Variant (in-memory) byte size?

QFang · ‎11-11-2013

Hi all,

Is there an elegant/efficient way of getting the in-memory byte-size of a Variant? Or at least an estimate?

I have an "index" variant which grows and shrinks conditionally during run-time, and I would like to occasionally check into the memory size of it, at least approximately.

I have only found two ways to do this, both are sub-optimal: "Flatten to string" followed by "string lenght" or "write to binary" followed by "file-size".

This code is running headless on a real-time controller. This means memory is limited and disk-writes take a lot of resources (relatively) to execute. Flattening to string makes a whole copy, writing to disk uses disk IO.

I'm hoping someone here has a better suggestion.. I looked at a variant "indicator" for property or invoke node options without finding any likely candidates..

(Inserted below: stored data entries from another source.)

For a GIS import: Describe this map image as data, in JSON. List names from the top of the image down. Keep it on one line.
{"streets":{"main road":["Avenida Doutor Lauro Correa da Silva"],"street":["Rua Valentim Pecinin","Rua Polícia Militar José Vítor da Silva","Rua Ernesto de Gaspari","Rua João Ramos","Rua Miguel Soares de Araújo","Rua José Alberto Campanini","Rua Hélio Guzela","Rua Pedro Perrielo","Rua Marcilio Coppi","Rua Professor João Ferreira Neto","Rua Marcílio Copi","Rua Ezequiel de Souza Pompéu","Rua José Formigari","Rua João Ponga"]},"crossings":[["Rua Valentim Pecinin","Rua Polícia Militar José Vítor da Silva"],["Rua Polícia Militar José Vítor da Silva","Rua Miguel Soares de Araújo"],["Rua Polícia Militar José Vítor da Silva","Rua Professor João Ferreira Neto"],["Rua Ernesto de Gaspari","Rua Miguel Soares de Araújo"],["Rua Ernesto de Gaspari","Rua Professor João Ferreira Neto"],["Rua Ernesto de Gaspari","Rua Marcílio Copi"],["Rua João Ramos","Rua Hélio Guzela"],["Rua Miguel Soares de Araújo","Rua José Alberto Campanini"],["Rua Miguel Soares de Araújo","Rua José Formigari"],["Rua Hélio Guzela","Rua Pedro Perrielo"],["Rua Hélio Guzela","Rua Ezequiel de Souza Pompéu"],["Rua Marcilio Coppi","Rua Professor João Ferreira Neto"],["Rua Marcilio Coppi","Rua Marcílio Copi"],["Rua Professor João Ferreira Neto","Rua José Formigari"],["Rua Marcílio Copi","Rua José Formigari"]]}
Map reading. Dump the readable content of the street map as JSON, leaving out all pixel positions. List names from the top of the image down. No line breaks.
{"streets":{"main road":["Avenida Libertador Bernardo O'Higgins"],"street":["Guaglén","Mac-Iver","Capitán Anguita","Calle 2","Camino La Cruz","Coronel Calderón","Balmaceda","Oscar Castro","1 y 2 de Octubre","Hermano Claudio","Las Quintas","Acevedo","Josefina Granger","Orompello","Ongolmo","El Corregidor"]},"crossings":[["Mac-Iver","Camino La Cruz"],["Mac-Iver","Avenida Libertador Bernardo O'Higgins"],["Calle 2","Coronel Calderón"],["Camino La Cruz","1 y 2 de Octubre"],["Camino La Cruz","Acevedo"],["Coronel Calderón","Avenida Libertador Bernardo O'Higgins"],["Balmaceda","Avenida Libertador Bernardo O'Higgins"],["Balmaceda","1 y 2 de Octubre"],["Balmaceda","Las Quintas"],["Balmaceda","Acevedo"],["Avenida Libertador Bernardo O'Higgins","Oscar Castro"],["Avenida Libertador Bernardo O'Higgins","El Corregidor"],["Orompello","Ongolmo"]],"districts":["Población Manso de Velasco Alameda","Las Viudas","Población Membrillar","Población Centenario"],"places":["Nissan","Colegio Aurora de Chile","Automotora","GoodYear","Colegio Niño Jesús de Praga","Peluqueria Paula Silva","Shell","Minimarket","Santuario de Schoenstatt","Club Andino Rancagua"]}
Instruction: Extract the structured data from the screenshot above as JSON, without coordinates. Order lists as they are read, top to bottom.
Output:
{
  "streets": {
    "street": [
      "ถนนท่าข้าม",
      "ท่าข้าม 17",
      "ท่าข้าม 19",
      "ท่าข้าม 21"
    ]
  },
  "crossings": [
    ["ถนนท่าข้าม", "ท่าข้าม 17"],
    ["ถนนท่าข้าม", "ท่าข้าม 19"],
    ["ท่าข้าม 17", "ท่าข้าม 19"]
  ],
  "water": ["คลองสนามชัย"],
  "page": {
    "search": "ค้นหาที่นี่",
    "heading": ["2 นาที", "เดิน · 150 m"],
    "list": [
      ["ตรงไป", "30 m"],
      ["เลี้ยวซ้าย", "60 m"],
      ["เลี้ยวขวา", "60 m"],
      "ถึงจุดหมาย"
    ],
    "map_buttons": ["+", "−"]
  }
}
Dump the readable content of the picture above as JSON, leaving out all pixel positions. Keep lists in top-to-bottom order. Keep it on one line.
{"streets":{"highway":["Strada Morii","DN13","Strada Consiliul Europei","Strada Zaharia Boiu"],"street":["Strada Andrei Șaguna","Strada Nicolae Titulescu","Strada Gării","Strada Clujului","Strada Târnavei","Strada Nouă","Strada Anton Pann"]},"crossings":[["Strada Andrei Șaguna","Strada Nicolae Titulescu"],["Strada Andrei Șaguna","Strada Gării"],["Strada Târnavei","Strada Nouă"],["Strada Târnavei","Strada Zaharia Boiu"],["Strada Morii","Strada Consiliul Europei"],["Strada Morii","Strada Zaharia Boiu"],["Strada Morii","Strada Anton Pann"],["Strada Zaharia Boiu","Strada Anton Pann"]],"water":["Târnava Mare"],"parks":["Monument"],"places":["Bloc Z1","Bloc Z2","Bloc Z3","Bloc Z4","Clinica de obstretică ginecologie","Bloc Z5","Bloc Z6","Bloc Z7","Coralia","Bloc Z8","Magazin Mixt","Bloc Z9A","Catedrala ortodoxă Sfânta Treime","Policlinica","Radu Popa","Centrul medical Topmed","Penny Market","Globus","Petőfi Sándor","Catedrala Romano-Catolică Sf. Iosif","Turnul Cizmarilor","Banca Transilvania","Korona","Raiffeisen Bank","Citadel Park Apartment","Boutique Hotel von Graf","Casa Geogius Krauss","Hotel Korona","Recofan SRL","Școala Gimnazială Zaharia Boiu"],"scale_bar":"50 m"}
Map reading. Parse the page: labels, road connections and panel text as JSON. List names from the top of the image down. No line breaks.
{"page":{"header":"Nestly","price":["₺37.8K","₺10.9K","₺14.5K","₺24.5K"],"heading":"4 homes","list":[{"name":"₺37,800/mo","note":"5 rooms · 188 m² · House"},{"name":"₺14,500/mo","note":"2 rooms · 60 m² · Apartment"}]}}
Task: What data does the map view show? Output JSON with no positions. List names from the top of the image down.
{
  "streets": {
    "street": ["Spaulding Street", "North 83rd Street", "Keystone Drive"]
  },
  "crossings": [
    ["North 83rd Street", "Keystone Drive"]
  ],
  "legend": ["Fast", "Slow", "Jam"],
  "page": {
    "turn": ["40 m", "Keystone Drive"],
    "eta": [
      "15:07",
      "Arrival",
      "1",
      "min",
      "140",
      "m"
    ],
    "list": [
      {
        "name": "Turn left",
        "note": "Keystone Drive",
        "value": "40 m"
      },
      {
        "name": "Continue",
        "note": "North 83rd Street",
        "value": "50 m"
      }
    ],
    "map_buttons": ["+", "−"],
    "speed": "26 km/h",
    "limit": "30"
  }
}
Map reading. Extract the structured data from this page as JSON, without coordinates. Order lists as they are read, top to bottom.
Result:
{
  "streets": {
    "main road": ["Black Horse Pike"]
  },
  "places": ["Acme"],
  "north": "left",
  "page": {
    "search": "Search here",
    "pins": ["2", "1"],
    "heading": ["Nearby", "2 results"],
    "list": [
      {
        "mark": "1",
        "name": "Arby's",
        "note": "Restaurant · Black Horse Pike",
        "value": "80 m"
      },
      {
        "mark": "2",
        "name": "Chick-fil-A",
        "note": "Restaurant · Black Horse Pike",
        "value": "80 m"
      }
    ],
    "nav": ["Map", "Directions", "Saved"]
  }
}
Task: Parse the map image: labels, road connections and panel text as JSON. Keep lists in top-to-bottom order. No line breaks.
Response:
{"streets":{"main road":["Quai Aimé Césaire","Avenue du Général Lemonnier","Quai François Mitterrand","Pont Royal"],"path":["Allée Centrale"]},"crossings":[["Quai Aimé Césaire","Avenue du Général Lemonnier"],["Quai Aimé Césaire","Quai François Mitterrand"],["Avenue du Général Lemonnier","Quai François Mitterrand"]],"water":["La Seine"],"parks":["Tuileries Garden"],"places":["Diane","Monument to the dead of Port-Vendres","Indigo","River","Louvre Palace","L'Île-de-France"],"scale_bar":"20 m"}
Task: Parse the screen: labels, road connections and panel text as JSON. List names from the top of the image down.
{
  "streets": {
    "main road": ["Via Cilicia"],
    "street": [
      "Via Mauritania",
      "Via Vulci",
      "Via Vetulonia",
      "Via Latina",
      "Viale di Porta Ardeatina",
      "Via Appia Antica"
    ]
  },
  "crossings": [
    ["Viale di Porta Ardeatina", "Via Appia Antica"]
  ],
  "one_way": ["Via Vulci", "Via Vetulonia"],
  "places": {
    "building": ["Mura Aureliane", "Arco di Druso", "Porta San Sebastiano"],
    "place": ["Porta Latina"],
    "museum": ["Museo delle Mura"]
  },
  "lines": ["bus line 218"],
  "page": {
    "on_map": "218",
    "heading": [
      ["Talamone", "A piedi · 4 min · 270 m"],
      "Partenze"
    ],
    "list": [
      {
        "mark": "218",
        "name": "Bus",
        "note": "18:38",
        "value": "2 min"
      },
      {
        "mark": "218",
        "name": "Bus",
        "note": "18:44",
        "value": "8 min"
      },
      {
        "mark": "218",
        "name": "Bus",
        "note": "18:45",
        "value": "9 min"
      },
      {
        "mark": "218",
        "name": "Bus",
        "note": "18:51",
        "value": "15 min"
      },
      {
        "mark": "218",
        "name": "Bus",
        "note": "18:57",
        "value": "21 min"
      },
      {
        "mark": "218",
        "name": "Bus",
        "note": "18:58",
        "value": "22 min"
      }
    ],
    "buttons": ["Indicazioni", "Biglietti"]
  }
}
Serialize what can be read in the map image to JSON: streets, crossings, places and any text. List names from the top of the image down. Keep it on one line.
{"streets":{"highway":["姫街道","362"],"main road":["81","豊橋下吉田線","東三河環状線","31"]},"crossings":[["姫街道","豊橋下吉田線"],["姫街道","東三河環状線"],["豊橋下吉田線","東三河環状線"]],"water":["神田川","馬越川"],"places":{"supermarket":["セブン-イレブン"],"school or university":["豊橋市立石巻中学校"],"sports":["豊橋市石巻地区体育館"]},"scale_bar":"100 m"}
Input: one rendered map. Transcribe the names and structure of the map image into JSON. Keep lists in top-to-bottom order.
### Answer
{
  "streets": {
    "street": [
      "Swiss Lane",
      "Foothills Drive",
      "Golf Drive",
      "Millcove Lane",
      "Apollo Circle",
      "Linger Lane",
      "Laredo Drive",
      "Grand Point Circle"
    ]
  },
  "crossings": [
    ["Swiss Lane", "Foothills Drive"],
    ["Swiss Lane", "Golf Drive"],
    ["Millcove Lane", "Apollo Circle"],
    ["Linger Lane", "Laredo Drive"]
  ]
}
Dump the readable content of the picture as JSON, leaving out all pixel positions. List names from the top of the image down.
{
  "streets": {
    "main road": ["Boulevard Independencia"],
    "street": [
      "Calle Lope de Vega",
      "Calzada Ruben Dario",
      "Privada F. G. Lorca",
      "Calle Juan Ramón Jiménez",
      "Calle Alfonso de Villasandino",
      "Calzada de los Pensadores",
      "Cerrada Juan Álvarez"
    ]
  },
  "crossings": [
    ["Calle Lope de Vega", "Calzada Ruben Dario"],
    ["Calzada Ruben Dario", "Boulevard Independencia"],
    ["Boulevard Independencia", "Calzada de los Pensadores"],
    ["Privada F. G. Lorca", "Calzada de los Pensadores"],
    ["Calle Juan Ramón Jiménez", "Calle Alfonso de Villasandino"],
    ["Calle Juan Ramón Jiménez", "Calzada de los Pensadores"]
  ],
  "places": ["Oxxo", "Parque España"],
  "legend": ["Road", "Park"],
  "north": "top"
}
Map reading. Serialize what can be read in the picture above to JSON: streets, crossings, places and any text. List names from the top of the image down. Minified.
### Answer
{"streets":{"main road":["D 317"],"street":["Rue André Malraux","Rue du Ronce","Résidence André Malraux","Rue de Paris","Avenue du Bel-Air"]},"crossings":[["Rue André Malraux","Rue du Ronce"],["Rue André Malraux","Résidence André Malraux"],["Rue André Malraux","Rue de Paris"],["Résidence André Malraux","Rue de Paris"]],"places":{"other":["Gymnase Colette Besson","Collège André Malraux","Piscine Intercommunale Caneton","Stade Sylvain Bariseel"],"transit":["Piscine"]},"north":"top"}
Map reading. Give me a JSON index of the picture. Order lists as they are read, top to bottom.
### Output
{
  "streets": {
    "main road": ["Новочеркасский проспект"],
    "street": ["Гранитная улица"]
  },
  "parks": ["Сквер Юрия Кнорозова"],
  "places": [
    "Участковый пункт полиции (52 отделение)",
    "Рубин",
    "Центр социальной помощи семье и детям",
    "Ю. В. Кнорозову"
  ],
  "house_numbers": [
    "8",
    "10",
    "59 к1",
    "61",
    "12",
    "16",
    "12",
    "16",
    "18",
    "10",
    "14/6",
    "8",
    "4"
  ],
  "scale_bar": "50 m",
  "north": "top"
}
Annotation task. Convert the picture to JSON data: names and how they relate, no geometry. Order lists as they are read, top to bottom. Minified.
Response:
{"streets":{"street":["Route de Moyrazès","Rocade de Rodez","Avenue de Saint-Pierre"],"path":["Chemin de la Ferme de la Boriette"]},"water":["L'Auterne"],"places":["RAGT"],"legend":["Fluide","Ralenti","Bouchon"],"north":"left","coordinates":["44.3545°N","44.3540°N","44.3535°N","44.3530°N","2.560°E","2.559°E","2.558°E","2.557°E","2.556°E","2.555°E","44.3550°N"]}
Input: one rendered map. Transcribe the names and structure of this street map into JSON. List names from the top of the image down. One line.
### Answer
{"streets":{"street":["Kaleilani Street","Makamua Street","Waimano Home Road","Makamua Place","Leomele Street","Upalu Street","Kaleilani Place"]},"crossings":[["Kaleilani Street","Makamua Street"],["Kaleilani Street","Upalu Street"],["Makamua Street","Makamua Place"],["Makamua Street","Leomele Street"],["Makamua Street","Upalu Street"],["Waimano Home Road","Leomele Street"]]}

Any suggestions are welcomed, however, "don't use variants" are not helpful. A lot of time was spent trying to come up with a different way to solve the problem and the variant was the only efficient and workable solution despite the current question/problem.

Thanks,

-Q

QFang
-------------
CLD LabVIEW 7.1 to 2016

Hooovahh · ‎11-11-2013

The only other method I can think of is similar to one you already have. Use a Type Cast going to an Array of U8, then get the array size. I doubt this is any better on memory then the other method you mentioned. It looks like nothing in OpenG, or the variant functions in the vi.lib\Utility can find the in memory size of a Variant. Unless I missed something.

Unofficial Forum Rules and Guidelines
Get going with G! - LabVIEW Wiki.

17 Part Blog on Automotive CAN bus. - Hooovahh - LabVIEW Overlord

Yamaeda · ‎11-11-2013

I'd say the Flatten variant + string length is the only generic way (and seems like a good solution), but if you know the format of your index, e.g. an array of I32, you can convert to that array and check array length.

/Y

G# - Award winning reference based OOP for LV, for free! - Qestit VIPM GitHub

Qestit Systems

QFang · ‎11-11-2013

At least in LabVIEW 2011, Type-Cast does not allow "variant" as the input wire, it breaks the output, even with the "type" input as Array of U8.. Did I miss something there?

Also, yes, I looked at the variant lib myself, and don't see any way of getting that number... seems like this must be a relatively low cost operation at some low level... I guess I can ask NI if they have/can make available that function for me to call..

With a real-case example variant previously generated and saved to file (~1.5MB in binary file size), it takes about 947 ms (average of 10) to flatten to string and get string length. (not counting the binary load to variant of course).. and thats at 100% cpu.. this is less than ideal to say the least..

QFang
-------------
CLD LabVIEW 7.1 to 2016

QFang · ‎11-11-2013

Yamaeda,

Unfortunatley the underlying structure is more complicated than that. The top level variant contains a (named) list of "sub-variants", each of these sub-variants contains a (named) list of array(cluster).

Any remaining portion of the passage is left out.